=== Records for this exercise ===
====================

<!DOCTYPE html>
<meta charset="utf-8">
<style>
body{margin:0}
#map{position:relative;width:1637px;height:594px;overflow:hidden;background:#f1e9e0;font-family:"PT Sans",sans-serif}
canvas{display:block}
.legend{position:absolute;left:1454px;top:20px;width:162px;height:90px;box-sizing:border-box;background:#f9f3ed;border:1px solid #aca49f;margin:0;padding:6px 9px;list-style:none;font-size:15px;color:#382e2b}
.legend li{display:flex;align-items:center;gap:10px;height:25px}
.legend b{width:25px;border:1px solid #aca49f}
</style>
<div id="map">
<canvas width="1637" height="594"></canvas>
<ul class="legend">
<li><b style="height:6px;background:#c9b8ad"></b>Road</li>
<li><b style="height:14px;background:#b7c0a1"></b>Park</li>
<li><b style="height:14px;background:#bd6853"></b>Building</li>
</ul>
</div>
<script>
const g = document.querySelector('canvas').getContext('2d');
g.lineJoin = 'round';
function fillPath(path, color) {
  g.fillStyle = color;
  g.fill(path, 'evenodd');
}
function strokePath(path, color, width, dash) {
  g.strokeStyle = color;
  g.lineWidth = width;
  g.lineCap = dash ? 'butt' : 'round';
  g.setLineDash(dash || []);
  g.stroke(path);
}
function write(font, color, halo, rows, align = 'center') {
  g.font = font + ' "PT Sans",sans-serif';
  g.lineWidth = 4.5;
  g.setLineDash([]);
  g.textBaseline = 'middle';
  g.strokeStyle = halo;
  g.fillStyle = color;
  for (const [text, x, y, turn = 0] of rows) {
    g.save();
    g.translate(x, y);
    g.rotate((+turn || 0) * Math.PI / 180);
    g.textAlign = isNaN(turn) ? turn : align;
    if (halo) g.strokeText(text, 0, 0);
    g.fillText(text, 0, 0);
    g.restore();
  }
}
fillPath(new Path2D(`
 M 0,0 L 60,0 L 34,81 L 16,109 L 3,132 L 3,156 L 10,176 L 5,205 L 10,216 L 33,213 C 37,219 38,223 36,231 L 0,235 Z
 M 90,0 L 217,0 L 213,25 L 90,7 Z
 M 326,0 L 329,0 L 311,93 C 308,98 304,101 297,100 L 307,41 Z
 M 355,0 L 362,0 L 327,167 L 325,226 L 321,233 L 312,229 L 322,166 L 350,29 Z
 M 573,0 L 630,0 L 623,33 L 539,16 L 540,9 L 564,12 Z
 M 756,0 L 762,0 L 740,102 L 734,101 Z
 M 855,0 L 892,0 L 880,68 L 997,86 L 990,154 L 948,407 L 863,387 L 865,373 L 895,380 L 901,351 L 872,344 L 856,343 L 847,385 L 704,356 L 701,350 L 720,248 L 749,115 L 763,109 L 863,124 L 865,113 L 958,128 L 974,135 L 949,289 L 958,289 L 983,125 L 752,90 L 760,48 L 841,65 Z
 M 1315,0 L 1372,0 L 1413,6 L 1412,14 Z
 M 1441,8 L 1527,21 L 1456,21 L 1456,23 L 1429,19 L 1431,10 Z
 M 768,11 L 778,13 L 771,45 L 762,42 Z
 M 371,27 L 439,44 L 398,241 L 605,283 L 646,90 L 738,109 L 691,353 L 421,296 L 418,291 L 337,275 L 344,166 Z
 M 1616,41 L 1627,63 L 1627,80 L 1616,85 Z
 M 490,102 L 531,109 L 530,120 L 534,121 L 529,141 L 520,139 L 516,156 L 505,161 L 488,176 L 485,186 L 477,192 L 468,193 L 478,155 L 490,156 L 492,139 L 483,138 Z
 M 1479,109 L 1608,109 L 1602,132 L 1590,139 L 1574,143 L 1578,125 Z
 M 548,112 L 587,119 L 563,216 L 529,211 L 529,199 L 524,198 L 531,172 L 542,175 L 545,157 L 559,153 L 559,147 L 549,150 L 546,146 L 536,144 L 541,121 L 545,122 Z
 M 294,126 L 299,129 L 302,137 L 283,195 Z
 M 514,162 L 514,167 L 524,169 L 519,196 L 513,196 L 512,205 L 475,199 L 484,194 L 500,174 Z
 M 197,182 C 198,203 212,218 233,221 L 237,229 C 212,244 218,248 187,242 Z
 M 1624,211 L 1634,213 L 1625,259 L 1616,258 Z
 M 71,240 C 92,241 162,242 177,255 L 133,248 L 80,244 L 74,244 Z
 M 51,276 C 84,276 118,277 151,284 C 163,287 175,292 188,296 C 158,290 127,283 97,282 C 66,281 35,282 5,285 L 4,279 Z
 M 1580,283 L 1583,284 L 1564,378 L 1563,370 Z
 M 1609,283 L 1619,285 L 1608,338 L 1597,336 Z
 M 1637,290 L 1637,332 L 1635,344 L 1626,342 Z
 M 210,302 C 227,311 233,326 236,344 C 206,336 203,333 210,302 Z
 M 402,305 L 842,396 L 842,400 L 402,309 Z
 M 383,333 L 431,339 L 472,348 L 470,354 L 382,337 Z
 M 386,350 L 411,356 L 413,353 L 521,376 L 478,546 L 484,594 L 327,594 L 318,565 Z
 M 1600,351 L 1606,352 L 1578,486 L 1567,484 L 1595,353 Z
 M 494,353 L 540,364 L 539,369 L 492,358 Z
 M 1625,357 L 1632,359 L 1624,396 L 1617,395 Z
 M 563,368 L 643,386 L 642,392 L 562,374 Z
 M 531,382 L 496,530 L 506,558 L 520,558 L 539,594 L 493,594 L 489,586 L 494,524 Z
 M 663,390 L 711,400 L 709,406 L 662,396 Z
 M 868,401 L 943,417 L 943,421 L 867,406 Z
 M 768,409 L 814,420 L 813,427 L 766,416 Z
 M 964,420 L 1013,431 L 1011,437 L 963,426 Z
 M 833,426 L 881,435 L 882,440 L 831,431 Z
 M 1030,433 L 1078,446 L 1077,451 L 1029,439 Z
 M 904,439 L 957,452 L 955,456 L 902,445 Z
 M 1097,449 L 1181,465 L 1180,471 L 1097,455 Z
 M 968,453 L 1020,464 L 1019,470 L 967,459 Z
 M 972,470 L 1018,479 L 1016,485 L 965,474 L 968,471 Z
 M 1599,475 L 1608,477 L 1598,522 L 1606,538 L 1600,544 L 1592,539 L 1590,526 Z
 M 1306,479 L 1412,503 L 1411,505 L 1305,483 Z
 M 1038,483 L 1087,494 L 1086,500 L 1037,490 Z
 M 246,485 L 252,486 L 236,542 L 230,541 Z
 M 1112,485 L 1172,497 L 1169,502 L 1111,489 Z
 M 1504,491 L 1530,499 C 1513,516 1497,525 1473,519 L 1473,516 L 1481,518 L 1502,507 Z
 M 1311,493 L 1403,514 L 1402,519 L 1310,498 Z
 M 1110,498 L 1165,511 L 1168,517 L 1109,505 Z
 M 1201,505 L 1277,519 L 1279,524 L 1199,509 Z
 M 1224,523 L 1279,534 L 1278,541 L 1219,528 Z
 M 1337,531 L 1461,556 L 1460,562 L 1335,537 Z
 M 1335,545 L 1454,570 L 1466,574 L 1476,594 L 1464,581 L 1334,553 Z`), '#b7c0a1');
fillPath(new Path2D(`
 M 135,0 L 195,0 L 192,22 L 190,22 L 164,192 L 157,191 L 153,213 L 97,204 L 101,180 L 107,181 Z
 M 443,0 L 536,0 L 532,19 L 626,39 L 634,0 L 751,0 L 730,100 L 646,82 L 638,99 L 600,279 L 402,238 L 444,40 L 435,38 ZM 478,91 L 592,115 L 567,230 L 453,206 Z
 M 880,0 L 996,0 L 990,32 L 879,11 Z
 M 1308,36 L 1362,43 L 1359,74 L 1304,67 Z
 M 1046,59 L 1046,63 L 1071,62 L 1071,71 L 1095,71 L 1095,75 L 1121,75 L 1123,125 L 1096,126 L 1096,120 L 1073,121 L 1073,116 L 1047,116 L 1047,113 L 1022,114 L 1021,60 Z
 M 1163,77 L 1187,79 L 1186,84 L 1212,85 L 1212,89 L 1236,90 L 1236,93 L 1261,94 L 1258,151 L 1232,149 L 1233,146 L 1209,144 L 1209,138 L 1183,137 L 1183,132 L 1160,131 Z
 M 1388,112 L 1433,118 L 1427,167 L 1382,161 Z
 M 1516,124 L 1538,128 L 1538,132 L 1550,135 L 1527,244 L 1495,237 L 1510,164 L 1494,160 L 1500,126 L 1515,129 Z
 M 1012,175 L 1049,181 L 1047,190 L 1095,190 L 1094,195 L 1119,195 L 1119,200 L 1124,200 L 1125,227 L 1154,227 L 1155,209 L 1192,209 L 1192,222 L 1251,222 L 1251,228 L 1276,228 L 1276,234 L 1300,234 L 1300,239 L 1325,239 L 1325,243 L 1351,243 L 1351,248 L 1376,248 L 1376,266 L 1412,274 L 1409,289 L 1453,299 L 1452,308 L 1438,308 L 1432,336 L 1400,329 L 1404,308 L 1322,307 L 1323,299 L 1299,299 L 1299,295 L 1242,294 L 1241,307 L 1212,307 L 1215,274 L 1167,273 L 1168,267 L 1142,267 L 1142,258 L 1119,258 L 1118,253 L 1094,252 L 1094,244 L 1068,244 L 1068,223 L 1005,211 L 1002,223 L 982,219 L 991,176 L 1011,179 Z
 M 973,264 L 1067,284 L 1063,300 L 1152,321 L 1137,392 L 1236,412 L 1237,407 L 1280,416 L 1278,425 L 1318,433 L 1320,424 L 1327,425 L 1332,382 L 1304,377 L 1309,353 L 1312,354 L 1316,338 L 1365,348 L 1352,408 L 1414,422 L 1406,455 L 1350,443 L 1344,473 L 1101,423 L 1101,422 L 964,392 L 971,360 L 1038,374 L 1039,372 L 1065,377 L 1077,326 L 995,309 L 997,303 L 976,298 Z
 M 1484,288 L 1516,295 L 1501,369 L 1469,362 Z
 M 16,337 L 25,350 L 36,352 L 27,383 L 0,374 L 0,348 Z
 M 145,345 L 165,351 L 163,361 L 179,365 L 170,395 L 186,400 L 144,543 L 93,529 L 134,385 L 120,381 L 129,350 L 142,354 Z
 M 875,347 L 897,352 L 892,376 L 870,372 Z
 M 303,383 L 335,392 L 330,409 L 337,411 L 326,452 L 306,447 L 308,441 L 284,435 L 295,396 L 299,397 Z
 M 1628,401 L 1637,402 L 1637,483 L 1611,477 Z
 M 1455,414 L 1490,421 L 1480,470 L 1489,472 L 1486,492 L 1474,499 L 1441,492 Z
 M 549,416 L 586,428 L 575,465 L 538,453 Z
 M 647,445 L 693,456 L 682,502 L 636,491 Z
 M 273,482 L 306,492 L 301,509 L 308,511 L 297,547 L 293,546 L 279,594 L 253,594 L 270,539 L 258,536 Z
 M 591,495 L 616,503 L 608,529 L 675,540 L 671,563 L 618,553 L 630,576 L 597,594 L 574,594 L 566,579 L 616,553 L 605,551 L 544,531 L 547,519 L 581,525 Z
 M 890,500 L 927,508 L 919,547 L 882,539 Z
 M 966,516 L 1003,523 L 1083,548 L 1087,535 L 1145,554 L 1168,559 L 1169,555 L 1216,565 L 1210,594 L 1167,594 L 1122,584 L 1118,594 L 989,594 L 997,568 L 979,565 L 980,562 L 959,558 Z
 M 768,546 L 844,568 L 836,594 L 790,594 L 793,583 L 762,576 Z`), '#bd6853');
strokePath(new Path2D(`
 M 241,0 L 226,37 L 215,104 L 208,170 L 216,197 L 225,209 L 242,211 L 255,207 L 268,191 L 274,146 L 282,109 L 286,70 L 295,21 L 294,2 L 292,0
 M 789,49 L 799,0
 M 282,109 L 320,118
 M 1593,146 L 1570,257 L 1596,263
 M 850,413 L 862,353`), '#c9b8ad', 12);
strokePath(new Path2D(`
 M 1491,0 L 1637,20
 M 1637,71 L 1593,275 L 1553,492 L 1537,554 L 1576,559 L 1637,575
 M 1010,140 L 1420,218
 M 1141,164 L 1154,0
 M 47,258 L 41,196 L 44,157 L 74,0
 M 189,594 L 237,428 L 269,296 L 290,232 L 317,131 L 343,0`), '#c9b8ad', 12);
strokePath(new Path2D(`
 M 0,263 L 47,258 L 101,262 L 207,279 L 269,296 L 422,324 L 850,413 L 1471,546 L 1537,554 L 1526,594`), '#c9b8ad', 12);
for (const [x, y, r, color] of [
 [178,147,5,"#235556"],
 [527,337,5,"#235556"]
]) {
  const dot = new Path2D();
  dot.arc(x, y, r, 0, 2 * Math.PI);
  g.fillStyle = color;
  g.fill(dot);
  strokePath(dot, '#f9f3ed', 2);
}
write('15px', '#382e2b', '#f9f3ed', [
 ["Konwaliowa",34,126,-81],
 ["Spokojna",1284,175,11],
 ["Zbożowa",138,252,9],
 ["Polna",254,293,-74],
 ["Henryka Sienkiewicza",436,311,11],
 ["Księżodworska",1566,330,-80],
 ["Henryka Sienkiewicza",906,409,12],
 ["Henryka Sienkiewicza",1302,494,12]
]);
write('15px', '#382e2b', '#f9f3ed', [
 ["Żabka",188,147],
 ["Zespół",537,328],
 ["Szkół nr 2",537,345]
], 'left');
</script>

====================

=== Problem statement ===
Scan the entries above. Copy each line that has the string "center".

=== The answer ===
.legend li{display:flex;align-items:center;gap:10px;height:25px}
function write(font, color, halo, rows, align = 'center') {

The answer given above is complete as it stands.